Ohhh, its the end of the world. Someone found a bug on a program that has long sense been corrected. Ohh, what a word. What a world.

[JetLinus]

Quote:

Originally Posted by Intrepid00

Ohhh, its the end of the world. Someone found a bug on a program that has long sense been corrected. Ohh, what a word. What a world.

Yeah, sure, noone never ever nowhere still uses IE 5, how could I forget.
Good thing there aren't thousands (millions?) of people out there who could get "hacked" (and get there credit card details stolen) by a bitmap.
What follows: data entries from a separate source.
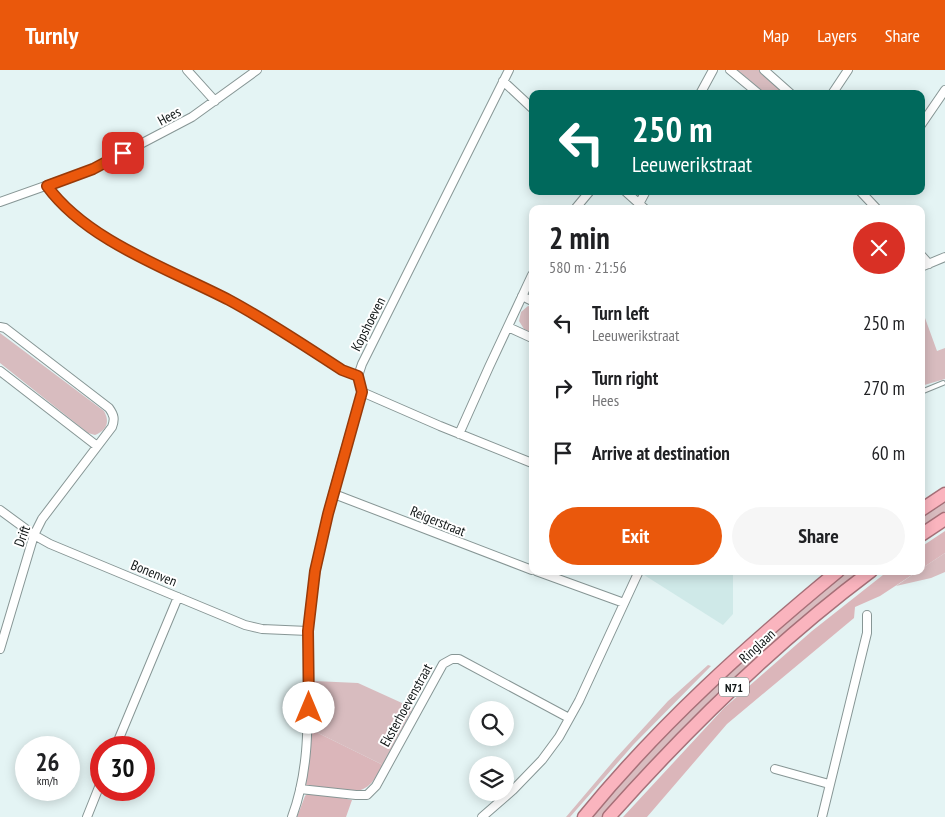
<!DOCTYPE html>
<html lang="en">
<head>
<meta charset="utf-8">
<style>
  :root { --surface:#fff; --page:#f6f6f6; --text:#202124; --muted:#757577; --accent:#ea580c }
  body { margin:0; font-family:"PT Sans Narrow",sans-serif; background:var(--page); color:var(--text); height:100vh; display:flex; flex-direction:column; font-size:19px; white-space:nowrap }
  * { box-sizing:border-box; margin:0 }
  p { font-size:16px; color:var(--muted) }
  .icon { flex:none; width:28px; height:28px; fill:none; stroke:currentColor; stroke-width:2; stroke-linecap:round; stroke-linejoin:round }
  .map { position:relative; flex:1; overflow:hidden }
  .panel { position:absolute; left:529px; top:135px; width:396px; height:370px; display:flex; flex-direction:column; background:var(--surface); border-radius:10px; box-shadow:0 2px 12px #0003 }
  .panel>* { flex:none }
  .top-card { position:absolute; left:529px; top:20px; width:396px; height:105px; border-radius:10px; box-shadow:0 2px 12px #0003; background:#00695c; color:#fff; overflow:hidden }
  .buttons { position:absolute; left:469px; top:631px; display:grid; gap:10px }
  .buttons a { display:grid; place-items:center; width:45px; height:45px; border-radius:50%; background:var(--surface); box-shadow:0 2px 12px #0003; font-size:25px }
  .speed { position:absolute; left:15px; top:666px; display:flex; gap:10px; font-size:25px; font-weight:700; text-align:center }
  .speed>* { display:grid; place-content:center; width:65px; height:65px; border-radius:50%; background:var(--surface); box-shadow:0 2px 12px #0003; line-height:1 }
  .speed small { font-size:12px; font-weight:400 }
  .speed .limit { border:8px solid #d22; background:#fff; color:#111 }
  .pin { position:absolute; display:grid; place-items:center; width:42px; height:42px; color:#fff; margin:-21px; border-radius:10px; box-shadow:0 2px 8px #0006 }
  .me { position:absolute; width:55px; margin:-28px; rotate:0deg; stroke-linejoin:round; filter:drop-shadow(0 0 4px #0008) }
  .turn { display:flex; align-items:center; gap:18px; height:105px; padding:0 20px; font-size:22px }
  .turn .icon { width:65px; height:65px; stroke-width:2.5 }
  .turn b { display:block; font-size:35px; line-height:42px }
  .round { display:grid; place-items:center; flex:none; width:52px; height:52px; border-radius:26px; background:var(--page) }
  .summary { display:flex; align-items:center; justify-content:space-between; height:85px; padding:0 20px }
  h1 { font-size:30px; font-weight:800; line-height:38px }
  .cta { display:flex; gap:10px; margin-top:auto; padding:10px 20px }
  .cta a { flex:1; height:58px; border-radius:30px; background:var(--accent); color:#fff; font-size:20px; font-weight:800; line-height:58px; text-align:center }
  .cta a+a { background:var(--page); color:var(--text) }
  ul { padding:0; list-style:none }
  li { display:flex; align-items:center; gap:15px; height:65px; padding:0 20px }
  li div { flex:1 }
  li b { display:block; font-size:19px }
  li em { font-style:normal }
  header { display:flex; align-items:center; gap:30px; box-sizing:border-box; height:70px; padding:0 25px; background:var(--accent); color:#fff }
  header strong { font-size:24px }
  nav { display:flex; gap:28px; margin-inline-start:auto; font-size:18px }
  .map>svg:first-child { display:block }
</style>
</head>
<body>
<header>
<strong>Turnly</strong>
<nav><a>Map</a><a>Layers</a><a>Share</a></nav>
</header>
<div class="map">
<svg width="945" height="747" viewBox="0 0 945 747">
  <rect width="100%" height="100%" fill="#e4f4f4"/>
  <path fill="#cfe9e8" d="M642,501H733V544L723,555L641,503Z"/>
  <path fill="#d8bcbf" d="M737,0H759L786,24H766Z
    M528,236L532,237V263L524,259L519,251L521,242Z
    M921,237L937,281L945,278V309L921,316Z
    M0,263L104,341C110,352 107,360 95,365L88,363L0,293Z
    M945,433V441L921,457V449Z
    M945,483V502L931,508L896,516L918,501H921V499Z
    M849,501H861L802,549L631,714L602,747H592C669,656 756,576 849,501Z
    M708,595L711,596L634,674L570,747H566L616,688L668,631Z
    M314,611L358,613L413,638L383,695L312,660Z"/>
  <path fill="#dbb6ba" d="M945,461V483L921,499V477Z
    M888,501H918L880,526L855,537L854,548L727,654L647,747H623L724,638L812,561Z
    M312,660L383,695C375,708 370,721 353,721L306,715Z
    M309,722L352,730L346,747H297L305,726Z"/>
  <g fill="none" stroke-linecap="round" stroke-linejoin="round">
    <g stroke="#879695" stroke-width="6">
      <path id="service" d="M921,322L943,313"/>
    </g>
    <g stroke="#879695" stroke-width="10">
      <path id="minor" d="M187,0L215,31
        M730,0L759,24
        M764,0L791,24
        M503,11L532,38
        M700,24L713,0
        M832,24L848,0
        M921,55L945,20
        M47,116C87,171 169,199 229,230C268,251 305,276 342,300L358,306
        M625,121L645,139
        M860,121L877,139
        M0,132L93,99L192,47L257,0
        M639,134L646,121
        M575,139L590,121
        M921,185L929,194
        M921,197L945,187
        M522,226L532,231
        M0,257L5,258L109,338C114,345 115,349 112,357L42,449L34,465L0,579
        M508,257L532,268
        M0,301L97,376
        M362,322L440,356L532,393
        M459,364L489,297L532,205
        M334,424L532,500
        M0,440L34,465L50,474L245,555L262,559L308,561
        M536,501L624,533
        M115,678L178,527
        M775,699L829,714
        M300,719L356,725H367L376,716L443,594L452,589H459L569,648
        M87,747L101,712
        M292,747C317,680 303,609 310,540C318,466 342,393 362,322L358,306L362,294L509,0
        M482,747L513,720L542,690L559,667L579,631L639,501
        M822,747L867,563V545"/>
    </g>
    <g stroke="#a67078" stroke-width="15">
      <path id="trunk" d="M921,440L945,424
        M921,465L945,449
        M584,747C659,655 747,576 838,501
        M609,747C689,657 775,573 871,501"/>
    </g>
    <use href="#service" stroke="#fff" stroke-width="4"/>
    <use href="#minor" stroke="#fff" stroke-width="8"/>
    <use href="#trunk" stroke="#fab4be" stroke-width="12"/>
  </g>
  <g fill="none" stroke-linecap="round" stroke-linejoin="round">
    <g stroke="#983908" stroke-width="12">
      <path id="route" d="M123,83L93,99L47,116C87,171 169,199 229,230C268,251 305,276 342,300L358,306L362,322L328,444L315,501L308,561L309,638"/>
    </g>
    <use href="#route" stroke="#ea580c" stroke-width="9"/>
  </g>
  <g text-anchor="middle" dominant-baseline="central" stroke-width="4" stroke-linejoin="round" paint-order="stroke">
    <rect fill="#fff" stroke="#575b5b" stroke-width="1" x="719" y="607.5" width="30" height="19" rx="4"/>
    <g font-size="12" font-weight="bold" fill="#0f1515">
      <text x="734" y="617">N71</text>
    </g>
    <g font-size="14" fill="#0f1515" stroke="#fff">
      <text transform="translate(169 46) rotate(-28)">Hees</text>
      <text transform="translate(368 254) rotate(-63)">Kopshoeven</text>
      <text transform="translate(438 451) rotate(22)">Reigerstraat</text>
      <text transform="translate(22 466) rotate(-70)">Drift</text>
      <text transform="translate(154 503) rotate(22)">Bonenven</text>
      <text transform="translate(757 576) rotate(-42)">Ringlaan</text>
      <text transform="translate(406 635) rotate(-61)">Eksterhoevenstraat</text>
    </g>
  </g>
</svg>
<div class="buttons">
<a><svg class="icon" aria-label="search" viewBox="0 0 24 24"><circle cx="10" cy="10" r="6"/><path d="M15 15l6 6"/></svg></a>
<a><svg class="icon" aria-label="layers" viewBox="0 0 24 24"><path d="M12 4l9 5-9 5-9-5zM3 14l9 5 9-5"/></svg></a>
</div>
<div class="speed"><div>26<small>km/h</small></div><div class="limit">30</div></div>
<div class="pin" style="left:123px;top:83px;background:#d93025"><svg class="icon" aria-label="arrive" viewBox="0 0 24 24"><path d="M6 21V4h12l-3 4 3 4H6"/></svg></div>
<svg class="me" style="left:309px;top:638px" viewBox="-20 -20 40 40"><circle r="19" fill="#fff"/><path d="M0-13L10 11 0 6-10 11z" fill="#ea580c"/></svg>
<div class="top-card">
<div class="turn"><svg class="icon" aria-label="left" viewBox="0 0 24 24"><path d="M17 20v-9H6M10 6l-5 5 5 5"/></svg><div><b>250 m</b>Leeuwerikstraat</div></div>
</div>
<section class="panel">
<div class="summary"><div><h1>2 min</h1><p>580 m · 21:56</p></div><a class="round" style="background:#d93025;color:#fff"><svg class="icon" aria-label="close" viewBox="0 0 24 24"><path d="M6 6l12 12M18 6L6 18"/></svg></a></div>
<ul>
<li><svg class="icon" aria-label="left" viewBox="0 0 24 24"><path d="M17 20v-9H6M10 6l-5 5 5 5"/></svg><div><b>Turn left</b><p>Leeuwerikstraat</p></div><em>250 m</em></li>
<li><svg class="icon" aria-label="right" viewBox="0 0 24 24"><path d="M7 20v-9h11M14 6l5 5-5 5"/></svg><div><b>Turn right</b><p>Hees</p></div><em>270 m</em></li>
<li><svg class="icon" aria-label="arrive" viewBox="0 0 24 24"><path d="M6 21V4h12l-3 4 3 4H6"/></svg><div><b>Arrive at destination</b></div><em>60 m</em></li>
</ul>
<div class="cta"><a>Exit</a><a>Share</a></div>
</section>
</div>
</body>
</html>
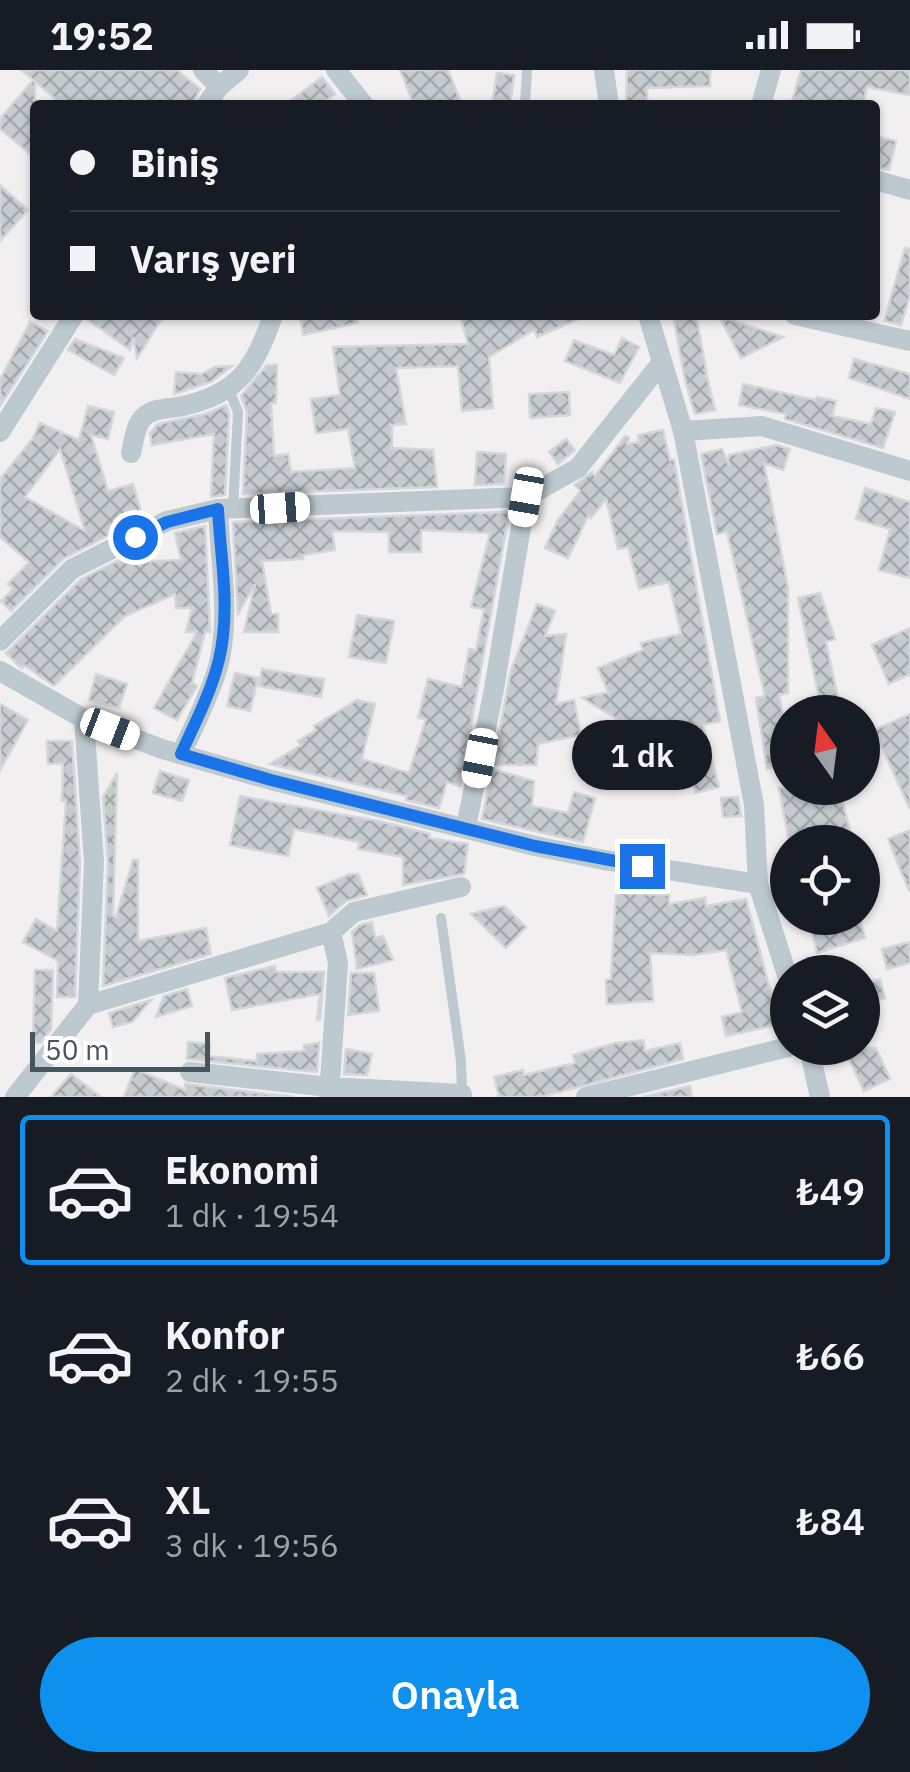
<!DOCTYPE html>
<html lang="tr">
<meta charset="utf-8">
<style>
:root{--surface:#171b24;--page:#242831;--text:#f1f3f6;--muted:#9ea1a6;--line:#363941;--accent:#0e90ee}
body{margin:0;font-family:"IBM Plex Sans",sans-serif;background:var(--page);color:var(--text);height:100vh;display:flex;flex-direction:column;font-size:38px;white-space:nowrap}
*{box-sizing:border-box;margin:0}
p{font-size:32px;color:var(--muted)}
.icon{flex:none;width:55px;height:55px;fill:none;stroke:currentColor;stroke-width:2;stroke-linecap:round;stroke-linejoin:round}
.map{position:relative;height:1027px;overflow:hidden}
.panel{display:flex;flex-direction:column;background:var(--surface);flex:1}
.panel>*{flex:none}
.hud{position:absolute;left:30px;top:30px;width:850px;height:220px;border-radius:10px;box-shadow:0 2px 8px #0004;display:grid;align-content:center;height:220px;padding:0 40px;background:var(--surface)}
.needle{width:65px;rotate:346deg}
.buttons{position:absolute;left:770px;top:625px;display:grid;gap:20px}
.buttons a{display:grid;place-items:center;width:110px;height:110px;border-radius:50%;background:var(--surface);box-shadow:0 2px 8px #0004;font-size:50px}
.scale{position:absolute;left:30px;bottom:25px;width:180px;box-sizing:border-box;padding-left:10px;border:5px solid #46565e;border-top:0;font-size:28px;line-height:35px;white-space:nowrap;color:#46565e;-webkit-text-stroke:8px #fff;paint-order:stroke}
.end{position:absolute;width:45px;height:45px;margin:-22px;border:12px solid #1a73e8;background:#fff;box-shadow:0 0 0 5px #fff}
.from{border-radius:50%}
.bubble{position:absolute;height:70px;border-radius:35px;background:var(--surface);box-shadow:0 2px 8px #0004;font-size:32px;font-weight:600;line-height:70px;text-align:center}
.car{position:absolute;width:30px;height:60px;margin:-30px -15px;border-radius:12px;box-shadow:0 0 8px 2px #0007;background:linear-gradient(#fff 24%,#345 0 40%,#fff 0 76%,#345 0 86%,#fff 0)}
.hud b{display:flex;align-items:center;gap:35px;height:95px;font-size:38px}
.hud b+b{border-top:2px solid var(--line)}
.hud i{width:25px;height:25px;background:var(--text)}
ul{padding:18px 0 0;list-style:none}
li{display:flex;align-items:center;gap:30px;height:150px;margin:0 20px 15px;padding:0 20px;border:5px solid transparent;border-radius:10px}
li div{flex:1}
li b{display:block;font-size:38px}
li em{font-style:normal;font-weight:600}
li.on{border-color:var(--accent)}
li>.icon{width:90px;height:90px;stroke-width:1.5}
.primary-button{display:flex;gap:20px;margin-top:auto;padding:20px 40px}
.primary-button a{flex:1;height:115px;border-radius:60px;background:var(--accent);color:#fff;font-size:40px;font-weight:600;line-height:115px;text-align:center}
.status{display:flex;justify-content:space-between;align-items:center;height:70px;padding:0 50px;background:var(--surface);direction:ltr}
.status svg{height:28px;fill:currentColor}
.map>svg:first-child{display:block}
.building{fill:url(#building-cross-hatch);stroke:#d3d7db;stroke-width:2.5;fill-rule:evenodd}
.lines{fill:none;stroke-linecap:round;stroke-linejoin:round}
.lane{stroke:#bcc9cf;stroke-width:10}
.street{stroke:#bcc9cf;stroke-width:20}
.route{stroke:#1a73e8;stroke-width:12}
</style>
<div class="status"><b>19:52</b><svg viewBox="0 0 49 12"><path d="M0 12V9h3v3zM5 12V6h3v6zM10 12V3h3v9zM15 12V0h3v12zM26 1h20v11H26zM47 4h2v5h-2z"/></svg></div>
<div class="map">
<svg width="910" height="1027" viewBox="0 0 910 1027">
<defs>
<pattern id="building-cross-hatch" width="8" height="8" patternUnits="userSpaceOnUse" patternTransform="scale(2.5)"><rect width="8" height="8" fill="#c6cbcf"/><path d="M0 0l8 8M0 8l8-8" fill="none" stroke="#a3a8ab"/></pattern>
</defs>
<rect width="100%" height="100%" fill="#f2eff0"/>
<!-- building -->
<path class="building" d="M21,0H177L200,19L192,35H63L35,12V88L0,59V49L33,10Z
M400,0H448L460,30L447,35H414Z
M627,0H710V16L647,18V35H626Z
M801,0H910V25L867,17L863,35L825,31L824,35H791Z
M497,3L514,5L510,35H492Z
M322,7L335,24L320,35H285Z
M875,66L896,71L889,100L875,97Z
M0,115L28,140L0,171Z
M905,178L910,179V225L901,255L884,251Z
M88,245H164L137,288L133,267L130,280L87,249Z
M300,245H357L358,253L303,265Z
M460,245H587L537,267L534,260L489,287L493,338L462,341L458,296L396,298L406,354L392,355V378L433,380L437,417L243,424L247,342L241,326L267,295H277L276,333H271L274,386L288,384L291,402L355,398L348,359L316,363L311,329L340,325L333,277L468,274Z
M673,245H696L707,305L703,306L707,307L715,340L695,344L685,310Z
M719,246L783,267L741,288Z
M30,252L48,261L0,336V310Z
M622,268L639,277L620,313L565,291L574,270L614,285Z
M75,269L124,288L114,305L68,280Z
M854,289L910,304V329L849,308Z
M232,296L211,312L174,324L176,302L201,304L215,297Z
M743,314L816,330L817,327L836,331L832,346L871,354L876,338L895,342L883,378L785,349L786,344L739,335Z
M569,322L570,345L530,348L529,324Z
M226,335L229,344L225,425L211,427L214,364L152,375L150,363L158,354L206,344Z
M88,336L114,342L108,369L91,365L108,421L133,414L142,445L117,452L119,458L112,460L113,463L63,489L11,541L1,531L13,519L8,514L29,492L0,467V409L33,368L40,353L79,370ZM60,379L85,461L25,427Z
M663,360L670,390L674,389L720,651L703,655L719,717L695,723L690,699L660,705L659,697L616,696L617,649L582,628L608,622L598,598L643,580L641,573L681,564L669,512L639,519L628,477L618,479L606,429L591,448L588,446L568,488L545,478L558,450L580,421L575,415L592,402L595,406L625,366L629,368L627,374L639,372L638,365Z
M566,369L575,380L558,394L549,382Z
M777,375L790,379L783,400L764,393L788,518V623L779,625L788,669V693L767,699L756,628L765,626L727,462L717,464L701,384L722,379L728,393L729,385Z
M477,382L506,384L504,414L475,415Z
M865,418L910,432V508L879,500L890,459L856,449Z
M503,442L509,443L460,716L447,712L439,738L406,730L407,726L270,694L301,675L298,671L316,660L314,656L357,630L375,634L362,689L409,703L426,649L418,648L428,609L462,617L469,579L476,580L484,539L471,537L490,463L421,460V482H389V462L332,461L335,480L303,485V489L262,491L271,544H278V562H244L255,514L238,544L233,452Z
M205,456L210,562H205L192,613L197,616L177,650L154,638L197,562H186L192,538H176L175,524L125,546L54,616L24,595L22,598L19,596L6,583L80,510L125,487L128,492L181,490L175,463Z
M820,523L835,569L826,572L841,642H822L798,528Z
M537,534L555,541L545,566L566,564L556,634L574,630L581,665L538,674L536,695H493L511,600Z
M357,545L394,551L386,593L349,587Z
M910,558V604L889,614L872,575Z
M262,599L324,609L321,627L259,616Z
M235,603L258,608L250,641L227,636Z
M96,604L127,614L119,638L89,630Z
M0,634L28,650L0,700Z
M910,644V739L874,660Z
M47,671H72L80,792L75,927H57L58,891L23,872L36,849L57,861L66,731H62L63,693L48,694Z
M492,699L534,711L532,736L568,743L574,722L595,728L583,772L482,749Z
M160,701L189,710L182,731L153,723Z
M117,703L113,846L116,847L133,790H138V871L206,858L211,884L103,916L108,793L103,727Z
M779,718H839L853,772H789Z
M240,726L383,752L430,764L429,768L468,774L464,804L403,815V787L358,779L359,772L294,759L288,786L230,775Z
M738,727L741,746L723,747L721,728Z
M910,760V821H909L888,769Z
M350,804H358L367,825L346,831L329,846L317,818Z
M616,823L669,825V834L705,828L706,836L746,829L769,916L775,934L781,933L785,953L726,966L722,947L742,942L726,880L693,885L650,883L653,931L607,934L606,910L611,909Z
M504,836L526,857L506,878L471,844Z
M809,848H860L865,868L817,883Z
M372,852L375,868L383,866L393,890L357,899L352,862L360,855Z
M910,872V893L887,899L882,879Z
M275,896L276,902H324L320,949L317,950L320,924L232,940L225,908Z
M35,900H53L51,960L40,973L33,972Z
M351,903H374L379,941L348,945Z
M880,909L885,928L862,934V914Z
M187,919L192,936L156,947L164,926Z
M151,930L132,952L113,957L109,943Z
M643,970L645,981L680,973L683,989L541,1027H499L494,1007L523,1000L524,1005L575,993L573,985L616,973Z
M188,972L210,974L209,986L257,991V984L304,981V975L319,973L317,1002L187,989Z
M844,978H876L890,1009L864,1021Z
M346,979L372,984L367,1005L344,1004Z
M135,999L185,1020V1014L294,1027H124Z
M71,1004L101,1027H51Z
M690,1016L692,1027H643Z"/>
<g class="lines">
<!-- lane -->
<path class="lane" d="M525,35L527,0
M229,320L238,342L233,439
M441,848L461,991L462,1023"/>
<!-- street -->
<path class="street" d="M203,0L219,17
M336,0L364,35
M604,0L609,35
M206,35L219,17L239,0
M761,35L771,0
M875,110L910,120
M648,245L683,361L754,735L758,814L788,908
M795,245L910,271
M683,361L762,356L910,401
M0,362L74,245
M131,383C134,372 135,353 145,346C155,337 171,339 183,336C238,324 256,297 273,245
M0,571L72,499L167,451L218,439L526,427L578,398L662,292
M0,601L84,649L162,679L271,710L535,776L604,790L758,814
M181,684C194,656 209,627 218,597C231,546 220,491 218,439
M466,757L494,619L526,427
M88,935L331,862L354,842L461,817
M809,978L820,1027
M190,1002L330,1017L462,1024
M15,1027L88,935L94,792L84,649
M329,1027L338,893L331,862
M586,1027L788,977"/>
</g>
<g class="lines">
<!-- route -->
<path class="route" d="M135,467L167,452L218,439C220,481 228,524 223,566C219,608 198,646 181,684L271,710L535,776L642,796"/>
</g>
</svg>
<div class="buttons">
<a><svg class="needle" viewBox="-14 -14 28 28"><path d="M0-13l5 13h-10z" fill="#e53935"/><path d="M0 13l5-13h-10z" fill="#9ea1a6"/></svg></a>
<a><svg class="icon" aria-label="locate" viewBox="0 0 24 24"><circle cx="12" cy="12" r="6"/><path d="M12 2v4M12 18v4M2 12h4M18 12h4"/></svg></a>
<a><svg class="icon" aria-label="layers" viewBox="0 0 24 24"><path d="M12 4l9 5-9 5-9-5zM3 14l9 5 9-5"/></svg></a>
</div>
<div class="scale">50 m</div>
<i class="end from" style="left:135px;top:467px"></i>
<i class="end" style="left:642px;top:796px"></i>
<div class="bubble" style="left:572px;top:650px;width:140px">1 dk</div>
<i class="car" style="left:526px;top:427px;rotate:190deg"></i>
<i class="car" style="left:280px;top:438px;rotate:86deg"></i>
<i class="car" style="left:110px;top:659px;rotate:111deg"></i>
<i class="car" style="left:480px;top:688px;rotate:191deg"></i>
<div class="hud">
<b><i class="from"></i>Biniş</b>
<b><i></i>Varış yeri</b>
</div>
</div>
<section class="panel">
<ul>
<li class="on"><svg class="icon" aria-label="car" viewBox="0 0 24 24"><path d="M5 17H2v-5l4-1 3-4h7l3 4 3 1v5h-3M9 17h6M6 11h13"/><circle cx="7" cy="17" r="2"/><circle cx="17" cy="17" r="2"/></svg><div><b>Ekonomi</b><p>1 dk · 19:54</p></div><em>₺49</em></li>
<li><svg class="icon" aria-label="car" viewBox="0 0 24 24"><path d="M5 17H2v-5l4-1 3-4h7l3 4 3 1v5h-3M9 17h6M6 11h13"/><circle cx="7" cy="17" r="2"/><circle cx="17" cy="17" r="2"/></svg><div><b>Konfor</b><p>2 dk · 19:55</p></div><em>₺66</em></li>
<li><svg class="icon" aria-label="car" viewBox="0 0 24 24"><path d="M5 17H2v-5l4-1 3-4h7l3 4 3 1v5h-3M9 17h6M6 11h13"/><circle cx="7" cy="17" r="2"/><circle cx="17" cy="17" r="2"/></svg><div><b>XL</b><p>3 dk · 19:56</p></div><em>₺84</em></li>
</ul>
<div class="primary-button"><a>Onayla</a></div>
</section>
And yes yey punish those bastards for using a computer if they aren't tech professionals.
And credit card details for example shouldn't be stored on a computer anyway, right?

Pffff.

Probably more people out there using IE 5.x than Linux [/me ducks and runs away]

[Intrepid00]

Quote:

Originally Posted by JetLinus

Yeah, sure, noone never ever nowhere still uses IE 5, how could I forget.
Good thing there aren't thousands (millions?) of people out there who could get "hacked" (and get there credit card details stolen) by a bitmap.

And yes yey punish those bastards for using a computer if they aren't tech professionals.
And credit card details for example shouldn't be stored on a computer anyway, right?

Pffff.

Probably more people out there using IE 5.x than Linux [/me ducks and runs away]

In Reponse...

Quote:

It seems a company called "Mainsoft" (that licensed windows or anything) were using an outdated FTP (wuftp?) version on a linux server, and the code leaked from there...

Use outdated software, be at risk.

[xtothez]

Quote:

Originally Posted by Mit

enable better support for NTFS

Pity the source for ntfs.sys is one of the most notably missing files.